The result should be every line in the material below containing the string "solid".
- Opening Delimiter -
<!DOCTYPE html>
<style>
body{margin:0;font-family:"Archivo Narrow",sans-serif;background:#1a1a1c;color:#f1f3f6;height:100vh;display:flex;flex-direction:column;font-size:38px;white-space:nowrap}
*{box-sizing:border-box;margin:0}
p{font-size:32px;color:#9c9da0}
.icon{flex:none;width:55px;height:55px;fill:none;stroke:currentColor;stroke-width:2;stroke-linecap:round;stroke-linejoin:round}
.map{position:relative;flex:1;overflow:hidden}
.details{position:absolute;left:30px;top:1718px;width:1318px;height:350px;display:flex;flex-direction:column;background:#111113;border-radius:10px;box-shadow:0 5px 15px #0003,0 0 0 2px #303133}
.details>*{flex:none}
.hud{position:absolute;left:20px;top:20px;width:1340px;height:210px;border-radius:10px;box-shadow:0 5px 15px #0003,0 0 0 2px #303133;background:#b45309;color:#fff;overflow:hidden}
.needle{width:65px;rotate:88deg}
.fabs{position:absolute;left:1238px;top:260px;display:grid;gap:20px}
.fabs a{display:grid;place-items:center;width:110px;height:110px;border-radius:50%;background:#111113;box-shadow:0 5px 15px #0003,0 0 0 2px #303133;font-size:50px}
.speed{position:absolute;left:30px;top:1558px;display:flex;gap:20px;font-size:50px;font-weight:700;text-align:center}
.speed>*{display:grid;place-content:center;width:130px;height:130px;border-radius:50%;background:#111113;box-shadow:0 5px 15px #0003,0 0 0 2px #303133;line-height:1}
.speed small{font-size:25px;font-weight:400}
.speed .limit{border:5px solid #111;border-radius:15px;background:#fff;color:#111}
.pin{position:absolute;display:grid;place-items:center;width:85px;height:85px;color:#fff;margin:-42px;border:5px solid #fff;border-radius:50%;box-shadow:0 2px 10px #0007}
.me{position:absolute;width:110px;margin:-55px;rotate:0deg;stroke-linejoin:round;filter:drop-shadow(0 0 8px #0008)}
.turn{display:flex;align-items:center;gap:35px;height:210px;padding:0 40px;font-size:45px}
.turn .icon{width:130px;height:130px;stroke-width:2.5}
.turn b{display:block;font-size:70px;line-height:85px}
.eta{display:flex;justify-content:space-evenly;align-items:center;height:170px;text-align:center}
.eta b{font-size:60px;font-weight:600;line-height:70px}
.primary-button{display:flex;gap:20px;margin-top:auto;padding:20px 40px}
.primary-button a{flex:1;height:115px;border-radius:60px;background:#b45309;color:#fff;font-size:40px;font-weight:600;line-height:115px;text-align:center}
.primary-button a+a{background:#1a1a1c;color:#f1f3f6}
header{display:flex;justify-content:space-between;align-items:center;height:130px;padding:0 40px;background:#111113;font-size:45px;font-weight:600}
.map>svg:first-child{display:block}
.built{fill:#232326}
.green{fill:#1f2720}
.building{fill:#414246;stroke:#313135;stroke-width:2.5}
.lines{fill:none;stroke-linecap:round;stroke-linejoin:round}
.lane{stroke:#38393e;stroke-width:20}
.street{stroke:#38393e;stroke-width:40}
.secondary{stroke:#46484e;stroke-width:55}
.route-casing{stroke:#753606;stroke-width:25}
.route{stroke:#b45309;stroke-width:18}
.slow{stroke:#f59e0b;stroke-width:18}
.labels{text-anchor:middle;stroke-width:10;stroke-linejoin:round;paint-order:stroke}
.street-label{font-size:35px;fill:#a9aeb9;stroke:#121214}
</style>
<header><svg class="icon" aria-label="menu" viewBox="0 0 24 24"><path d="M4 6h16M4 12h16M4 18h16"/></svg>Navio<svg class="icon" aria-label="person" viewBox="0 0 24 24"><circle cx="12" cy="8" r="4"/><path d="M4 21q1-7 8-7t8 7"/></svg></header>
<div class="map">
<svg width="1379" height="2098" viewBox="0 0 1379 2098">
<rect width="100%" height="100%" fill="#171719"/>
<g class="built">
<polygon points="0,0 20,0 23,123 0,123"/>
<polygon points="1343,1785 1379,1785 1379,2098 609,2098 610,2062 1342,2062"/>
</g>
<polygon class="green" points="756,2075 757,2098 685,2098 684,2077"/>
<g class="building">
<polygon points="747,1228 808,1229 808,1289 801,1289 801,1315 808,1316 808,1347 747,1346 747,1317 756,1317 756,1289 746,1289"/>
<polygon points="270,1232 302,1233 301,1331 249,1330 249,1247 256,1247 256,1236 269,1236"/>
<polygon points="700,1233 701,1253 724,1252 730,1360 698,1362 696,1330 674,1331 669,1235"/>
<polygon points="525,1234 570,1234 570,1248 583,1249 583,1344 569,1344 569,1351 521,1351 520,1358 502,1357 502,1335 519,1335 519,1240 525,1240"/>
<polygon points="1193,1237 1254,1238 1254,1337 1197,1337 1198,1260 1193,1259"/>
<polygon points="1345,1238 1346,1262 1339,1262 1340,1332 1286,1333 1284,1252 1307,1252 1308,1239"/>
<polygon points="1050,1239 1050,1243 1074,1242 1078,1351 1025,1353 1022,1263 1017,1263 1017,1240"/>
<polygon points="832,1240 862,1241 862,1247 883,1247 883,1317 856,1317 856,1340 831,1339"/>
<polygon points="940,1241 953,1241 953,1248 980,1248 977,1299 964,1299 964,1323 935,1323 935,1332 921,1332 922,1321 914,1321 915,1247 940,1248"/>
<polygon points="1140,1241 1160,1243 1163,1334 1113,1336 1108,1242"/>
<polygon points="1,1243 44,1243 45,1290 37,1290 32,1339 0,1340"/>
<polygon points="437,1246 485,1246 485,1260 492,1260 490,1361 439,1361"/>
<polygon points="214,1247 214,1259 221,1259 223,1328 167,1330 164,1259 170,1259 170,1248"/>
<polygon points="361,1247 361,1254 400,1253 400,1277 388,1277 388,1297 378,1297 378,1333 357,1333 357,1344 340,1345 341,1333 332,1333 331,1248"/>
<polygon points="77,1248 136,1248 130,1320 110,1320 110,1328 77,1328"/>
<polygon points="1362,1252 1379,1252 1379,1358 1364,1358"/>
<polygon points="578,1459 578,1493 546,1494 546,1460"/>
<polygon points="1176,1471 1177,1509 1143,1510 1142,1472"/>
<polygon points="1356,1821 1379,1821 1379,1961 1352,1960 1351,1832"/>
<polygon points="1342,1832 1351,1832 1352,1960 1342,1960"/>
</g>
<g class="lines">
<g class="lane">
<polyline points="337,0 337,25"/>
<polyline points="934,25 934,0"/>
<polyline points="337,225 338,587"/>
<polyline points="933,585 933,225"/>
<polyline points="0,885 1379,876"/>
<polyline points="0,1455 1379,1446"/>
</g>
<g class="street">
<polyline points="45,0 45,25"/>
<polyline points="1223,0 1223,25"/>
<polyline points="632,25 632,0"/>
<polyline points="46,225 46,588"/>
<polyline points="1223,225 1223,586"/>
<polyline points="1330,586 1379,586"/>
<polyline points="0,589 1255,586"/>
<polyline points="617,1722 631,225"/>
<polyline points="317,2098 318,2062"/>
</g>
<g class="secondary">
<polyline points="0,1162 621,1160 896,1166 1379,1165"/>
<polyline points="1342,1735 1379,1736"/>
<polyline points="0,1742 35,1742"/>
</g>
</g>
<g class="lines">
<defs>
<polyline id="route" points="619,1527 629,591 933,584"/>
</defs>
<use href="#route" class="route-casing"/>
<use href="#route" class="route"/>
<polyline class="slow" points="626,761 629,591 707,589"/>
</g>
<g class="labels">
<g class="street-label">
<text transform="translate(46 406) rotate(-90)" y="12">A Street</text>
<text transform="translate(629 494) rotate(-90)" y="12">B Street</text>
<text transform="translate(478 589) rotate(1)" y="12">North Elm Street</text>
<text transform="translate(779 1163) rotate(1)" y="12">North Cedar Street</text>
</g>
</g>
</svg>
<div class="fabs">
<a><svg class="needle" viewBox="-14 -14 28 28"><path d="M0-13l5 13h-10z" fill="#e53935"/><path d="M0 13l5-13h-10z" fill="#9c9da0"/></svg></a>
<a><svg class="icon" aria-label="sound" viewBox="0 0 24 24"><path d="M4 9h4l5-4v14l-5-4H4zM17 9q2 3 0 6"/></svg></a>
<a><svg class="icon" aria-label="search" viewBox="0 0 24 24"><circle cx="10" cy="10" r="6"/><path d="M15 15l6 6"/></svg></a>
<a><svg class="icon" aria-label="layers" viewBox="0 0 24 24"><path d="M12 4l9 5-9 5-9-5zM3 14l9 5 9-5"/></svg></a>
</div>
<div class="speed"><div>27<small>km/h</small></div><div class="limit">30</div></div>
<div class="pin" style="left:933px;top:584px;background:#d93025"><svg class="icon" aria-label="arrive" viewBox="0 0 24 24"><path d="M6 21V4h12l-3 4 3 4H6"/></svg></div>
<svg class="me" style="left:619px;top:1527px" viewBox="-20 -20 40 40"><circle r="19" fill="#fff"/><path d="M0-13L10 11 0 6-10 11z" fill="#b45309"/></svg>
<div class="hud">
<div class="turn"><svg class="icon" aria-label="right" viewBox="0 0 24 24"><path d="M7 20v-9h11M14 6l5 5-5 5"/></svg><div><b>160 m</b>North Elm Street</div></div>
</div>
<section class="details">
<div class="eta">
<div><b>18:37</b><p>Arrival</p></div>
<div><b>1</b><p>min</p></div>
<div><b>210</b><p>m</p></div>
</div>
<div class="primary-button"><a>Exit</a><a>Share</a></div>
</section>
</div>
- Closing Delimiter -
_Response area_.
.speed .limit{border:5px solid #111;border-radius:15px;background:#fff;color:#111}
.pin{position:absolute;display:grid;place-items:center;width:85px;height:85px;color:#fff;margin:-42px;border:5px solid #fff;border-radius:50%;box-shadow:0 2px 10px #0007}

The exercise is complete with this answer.